BEGIN Information supplied

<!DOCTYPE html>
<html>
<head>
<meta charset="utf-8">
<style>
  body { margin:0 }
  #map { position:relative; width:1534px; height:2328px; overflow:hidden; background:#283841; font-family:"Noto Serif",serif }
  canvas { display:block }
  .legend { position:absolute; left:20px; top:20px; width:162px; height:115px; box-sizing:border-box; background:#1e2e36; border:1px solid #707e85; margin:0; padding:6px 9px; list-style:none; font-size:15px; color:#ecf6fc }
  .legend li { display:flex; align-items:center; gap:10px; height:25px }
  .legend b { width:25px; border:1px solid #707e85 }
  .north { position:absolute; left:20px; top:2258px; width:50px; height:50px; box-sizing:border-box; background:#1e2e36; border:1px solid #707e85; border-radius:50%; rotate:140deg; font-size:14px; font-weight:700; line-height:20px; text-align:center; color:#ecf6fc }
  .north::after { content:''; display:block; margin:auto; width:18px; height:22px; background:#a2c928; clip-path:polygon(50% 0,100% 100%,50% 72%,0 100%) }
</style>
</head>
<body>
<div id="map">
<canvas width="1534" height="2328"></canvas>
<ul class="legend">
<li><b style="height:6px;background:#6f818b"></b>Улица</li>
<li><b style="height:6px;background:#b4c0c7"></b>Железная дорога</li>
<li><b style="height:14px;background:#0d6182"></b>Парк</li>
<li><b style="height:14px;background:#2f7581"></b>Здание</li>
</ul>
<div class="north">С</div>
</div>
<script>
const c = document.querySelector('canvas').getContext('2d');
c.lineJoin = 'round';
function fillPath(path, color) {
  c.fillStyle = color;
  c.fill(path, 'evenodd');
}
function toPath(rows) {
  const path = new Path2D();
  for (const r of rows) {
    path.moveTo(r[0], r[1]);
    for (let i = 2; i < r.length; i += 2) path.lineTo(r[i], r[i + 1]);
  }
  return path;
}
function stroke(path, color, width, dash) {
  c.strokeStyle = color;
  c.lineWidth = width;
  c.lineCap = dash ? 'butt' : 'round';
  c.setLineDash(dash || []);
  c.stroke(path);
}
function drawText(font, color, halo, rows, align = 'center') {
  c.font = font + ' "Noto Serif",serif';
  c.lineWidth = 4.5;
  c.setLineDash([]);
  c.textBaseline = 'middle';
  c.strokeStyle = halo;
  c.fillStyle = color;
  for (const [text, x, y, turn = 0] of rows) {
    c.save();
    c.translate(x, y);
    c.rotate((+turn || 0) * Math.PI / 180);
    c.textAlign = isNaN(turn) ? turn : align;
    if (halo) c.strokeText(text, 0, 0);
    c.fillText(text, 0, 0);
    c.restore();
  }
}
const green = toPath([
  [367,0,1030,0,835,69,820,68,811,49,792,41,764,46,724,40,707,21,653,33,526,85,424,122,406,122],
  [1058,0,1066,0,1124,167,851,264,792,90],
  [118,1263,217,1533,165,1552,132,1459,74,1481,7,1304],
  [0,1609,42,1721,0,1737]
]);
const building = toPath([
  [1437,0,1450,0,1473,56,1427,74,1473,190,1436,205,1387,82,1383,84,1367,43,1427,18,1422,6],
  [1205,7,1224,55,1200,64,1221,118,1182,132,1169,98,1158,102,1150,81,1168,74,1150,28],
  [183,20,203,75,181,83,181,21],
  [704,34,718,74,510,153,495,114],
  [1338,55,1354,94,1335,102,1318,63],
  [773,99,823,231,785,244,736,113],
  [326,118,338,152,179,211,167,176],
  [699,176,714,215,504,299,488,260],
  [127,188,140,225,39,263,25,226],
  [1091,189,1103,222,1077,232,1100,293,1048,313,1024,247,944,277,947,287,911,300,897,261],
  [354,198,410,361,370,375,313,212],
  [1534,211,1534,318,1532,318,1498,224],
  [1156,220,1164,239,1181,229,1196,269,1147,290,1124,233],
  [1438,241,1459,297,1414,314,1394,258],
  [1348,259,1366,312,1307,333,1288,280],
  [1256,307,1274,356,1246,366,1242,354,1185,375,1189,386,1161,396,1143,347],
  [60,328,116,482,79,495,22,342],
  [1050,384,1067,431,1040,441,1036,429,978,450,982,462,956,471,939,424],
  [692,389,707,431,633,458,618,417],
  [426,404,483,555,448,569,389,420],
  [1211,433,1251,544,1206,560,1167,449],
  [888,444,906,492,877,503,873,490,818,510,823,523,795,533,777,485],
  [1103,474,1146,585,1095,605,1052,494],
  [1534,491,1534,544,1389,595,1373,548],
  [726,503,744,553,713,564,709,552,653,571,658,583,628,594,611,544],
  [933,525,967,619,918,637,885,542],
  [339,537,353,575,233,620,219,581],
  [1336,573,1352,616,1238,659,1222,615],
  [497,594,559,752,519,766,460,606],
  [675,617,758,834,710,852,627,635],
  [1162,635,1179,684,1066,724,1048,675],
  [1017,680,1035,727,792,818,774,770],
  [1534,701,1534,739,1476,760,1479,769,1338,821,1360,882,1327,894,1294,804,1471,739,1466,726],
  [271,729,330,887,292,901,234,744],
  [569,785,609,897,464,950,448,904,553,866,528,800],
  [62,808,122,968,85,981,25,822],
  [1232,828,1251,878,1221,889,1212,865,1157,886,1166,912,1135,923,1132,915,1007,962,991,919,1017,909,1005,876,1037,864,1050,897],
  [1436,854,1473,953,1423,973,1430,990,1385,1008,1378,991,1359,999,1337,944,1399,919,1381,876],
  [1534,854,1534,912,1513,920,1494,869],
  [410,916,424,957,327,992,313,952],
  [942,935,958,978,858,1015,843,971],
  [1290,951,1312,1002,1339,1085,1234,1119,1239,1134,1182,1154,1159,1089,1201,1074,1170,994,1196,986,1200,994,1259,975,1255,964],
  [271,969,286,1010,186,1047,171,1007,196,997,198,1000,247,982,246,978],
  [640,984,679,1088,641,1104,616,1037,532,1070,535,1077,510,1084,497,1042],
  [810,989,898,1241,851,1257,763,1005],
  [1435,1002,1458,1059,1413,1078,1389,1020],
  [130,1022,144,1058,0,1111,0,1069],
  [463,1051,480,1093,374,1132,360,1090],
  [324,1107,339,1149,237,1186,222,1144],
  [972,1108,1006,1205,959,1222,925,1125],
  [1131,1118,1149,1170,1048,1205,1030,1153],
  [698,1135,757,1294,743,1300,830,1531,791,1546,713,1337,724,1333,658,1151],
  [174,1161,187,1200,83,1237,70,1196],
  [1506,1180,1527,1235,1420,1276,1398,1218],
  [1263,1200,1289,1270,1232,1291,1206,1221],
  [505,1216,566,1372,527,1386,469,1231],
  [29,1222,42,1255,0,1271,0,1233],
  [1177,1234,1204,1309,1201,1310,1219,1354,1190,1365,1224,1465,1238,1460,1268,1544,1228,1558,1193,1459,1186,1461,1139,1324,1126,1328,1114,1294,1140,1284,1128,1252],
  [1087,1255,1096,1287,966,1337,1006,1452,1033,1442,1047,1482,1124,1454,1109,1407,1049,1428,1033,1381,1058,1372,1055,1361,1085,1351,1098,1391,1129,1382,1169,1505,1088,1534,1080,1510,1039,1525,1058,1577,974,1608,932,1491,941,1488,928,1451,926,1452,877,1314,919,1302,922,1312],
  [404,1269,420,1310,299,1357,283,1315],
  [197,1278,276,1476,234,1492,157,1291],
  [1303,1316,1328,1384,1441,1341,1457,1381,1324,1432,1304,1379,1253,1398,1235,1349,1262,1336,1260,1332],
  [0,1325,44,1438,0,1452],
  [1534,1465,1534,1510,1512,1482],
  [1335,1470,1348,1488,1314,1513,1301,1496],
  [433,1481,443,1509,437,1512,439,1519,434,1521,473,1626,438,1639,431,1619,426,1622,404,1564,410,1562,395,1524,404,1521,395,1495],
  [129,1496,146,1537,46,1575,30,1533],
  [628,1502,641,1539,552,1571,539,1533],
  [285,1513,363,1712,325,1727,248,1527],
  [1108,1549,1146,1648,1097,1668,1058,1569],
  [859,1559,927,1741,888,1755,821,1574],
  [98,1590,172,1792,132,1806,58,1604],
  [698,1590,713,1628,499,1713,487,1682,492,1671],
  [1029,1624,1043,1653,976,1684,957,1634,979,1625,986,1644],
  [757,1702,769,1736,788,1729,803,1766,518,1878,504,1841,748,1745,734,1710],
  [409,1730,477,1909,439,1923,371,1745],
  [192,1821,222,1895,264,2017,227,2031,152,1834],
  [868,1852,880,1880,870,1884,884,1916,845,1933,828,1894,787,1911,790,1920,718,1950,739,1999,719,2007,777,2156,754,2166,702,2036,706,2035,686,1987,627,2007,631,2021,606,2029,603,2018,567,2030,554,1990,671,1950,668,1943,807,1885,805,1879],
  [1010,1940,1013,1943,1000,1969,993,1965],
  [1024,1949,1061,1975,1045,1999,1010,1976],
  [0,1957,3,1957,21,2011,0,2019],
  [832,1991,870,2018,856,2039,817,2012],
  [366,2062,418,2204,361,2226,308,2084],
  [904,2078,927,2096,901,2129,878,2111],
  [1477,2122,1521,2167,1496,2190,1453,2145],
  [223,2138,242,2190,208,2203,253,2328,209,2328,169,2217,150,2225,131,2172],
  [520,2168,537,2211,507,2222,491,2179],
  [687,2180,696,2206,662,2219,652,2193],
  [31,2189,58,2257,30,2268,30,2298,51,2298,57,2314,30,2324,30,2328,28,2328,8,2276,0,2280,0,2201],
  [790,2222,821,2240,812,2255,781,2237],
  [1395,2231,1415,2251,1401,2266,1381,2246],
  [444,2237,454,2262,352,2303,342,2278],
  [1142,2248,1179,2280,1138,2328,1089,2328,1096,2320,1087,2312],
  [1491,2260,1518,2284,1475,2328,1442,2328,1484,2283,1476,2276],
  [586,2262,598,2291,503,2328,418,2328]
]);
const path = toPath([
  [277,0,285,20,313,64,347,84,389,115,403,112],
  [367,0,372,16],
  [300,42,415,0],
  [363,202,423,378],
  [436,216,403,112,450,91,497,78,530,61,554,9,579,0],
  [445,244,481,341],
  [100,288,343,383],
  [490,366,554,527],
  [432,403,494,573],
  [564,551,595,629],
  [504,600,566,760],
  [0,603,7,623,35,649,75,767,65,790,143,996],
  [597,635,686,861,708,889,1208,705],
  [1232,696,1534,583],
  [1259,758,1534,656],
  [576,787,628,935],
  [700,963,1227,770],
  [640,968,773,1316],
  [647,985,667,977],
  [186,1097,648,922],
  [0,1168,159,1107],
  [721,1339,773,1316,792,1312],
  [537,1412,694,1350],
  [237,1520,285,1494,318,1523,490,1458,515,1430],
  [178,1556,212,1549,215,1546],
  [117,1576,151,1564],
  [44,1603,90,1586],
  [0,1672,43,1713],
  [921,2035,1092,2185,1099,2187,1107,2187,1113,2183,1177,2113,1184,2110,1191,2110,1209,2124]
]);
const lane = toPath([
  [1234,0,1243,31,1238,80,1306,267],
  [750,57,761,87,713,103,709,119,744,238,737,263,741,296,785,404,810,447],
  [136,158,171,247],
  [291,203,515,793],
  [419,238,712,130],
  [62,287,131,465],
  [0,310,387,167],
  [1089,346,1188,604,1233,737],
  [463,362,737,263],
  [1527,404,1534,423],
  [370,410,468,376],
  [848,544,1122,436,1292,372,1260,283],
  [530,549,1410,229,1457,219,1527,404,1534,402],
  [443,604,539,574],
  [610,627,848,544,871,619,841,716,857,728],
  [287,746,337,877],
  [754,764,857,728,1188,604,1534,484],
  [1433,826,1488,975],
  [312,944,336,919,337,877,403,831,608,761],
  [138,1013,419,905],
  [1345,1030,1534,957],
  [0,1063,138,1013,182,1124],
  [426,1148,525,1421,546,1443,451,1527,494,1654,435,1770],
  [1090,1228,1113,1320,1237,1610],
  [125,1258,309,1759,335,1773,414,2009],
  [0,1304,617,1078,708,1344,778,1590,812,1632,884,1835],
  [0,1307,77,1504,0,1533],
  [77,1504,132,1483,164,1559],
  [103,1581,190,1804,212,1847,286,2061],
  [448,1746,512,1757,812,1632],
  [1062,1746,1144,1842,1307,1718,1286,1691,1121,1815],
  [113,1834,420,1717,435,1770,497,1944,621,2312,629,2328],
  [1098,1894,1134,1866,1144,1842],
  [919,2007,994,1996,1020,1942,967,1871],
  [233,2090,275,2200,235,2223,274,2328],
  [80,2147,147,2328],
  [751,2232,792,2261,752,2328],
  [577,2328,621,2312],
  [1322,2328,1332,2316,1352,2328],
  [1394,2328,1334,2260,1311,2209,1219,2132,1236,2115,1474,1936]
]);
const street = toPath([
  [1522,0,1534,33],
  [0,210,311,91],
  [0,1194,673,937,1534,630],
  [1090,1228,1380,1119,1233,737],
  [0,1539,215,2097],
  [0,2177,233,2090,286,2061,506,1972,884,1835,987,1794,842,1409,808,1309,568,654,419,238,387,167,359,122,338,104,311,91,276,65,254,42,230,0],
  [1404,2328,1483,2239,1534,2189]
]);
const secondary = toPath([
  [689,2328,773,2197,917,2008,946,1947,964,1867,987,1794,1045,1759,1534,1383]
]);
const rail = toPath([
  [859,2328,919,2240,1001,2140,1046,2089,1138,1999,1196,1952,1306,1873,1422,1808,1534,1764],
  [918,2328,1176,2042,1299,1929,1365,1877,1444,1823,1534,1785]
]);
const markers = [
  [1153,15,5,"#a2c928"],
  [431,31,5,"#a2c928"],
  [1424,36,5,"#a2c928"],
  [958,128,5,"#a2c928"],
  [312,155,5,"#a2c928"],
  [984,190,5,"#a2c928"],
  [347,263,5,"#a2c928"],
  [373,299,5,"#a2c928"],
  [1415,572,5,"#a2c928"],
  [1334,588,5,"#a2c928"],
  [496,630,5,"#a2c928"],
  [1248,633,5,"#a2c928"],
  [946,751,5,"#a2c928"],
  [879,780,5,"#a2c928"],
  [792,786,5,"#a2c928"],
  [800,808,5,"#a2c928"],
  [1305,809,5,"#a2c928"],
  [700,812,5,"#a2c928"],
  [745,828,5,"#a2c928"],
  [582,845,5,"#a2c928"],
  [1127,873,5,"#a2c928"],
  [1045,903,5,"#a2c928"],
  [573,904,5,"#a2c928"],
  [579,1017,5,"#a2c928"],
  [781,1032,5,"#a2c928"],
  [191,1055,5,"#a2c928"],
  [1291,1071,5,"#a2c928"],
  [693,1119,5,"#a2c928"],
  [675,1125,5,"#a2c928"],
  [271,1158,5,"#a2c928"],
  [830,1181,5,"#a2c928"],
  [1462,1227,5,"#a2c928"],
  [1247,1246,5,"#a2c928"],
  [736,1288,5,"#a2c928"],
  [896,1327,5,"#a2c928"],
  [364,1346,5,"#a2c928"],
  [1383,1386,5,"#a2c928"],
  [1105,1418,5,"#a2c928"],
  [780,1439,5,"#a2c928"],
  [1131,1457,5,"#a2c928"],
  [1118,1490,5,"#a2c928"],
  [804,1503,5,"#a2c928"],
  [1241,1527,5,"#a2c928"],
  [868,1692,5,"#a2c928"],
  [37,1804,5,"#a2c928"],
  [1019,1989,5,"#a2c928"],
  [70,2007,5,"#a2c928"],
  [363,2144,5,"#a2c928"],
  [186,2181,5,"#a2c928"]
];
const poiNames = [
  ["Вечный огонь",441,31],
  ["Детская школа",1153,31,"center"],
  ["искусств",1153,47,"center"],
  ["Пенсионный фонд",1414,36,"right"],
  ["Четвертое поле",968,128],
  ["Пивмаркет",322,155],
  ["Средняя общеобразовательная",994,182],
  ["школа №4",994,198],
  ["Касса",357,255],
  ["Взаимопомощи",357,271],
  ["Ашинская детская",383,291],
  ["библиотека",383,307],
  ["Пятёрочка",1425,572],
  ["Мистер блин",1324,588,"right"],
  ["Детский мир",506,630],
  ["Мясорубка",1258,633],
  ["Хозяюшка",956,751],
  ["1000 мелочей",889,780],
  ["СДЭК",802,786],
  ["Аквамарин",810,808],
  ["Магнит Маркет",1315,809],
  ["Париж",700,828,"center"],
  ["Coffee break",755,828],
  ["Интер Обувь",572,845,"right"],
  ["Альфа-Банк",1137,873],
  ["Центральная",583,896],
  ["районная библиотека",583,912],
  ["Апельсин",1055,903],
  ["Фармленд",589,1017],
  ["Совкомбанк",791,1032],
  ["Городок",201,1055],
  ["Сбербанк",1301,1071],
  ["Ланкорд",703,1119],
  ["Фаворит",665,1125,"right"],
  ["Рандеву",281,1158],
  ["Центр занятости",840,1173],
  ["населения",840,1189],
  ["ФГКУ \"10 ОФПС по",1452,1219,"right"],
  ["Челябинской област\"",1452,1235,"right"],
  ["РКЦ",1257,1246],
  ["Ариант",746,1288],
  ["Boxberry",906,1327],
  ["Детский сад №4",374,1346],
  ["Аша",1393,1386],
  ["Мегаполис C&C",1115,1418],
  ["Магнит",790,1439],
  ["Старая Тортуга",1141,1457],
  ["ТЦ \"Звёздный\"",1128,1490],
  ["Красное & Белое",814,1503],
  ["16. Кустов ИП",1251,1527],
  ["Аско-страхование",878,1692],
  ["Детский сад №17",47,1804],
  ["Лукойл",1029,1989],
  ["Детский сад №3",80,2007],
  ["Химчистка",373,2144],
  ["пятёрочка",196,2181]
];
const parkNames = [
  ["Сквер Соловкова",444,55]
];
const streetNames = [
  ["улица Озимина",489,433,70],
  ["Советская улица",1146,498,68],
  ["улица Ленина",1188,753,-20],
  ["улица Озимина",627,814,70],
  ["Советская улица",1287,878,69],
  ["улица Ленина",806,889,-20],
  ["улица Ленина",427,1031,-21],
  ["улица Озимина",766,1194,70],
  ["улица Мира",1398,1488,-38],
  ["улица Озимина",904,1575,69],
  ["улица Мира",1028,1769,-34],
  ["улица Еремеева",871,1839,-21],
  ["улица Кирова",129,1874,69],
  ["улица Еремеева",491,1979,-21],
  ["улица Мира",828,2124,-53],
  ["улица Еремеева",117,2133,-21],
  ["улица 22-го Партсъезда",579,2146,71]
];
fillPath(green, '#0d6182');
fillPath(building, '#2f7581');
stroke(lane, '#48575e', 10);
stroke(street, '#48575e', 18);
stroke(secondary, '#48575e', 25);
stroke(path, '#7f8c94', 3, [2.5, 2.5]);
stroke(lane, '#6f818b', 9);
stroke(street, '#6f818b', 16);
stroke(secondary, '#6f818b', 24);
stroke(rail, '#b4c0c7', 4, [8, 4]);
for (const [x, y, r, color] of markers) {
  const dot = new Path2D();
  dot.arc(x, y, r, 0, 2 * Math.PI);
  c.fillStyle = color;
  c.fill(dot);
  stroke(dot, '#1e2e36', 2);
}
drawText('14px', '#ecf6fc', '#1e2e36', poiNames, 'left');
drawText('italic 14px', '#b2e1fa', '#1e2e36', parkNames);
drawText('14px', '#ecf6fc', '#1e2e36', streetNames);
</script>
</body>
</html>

END Information supplied

> **What the task asks**
Please write out exactly the lines from the start of the data through the line that contains "display:flex; align-items:center; gap:10px;", both ends included, and nothing else.

> **Output for this exercise**
<!DOCTYPE html>
<html>
<head>
<meta charset="utf-8">
<style>
  body { margin:0 }
  #map { position:relative; width:1534px; height:2328px; overflow:hidden; background:#283841; font-family:"Noto Serif",serif }
  canvas { display:block }
  .legend { position:absolute; left:20px; top:20px; width:162px; height:115px; box-sizing:border-box; background:#1e2e36; border:1px solid #707e85; margin:0; padding:6px 9px; list-style:none; font-size:15px; color:#ecf6fc }
  .legend li { display:flex; align-items:center; gap:10px; height:25px }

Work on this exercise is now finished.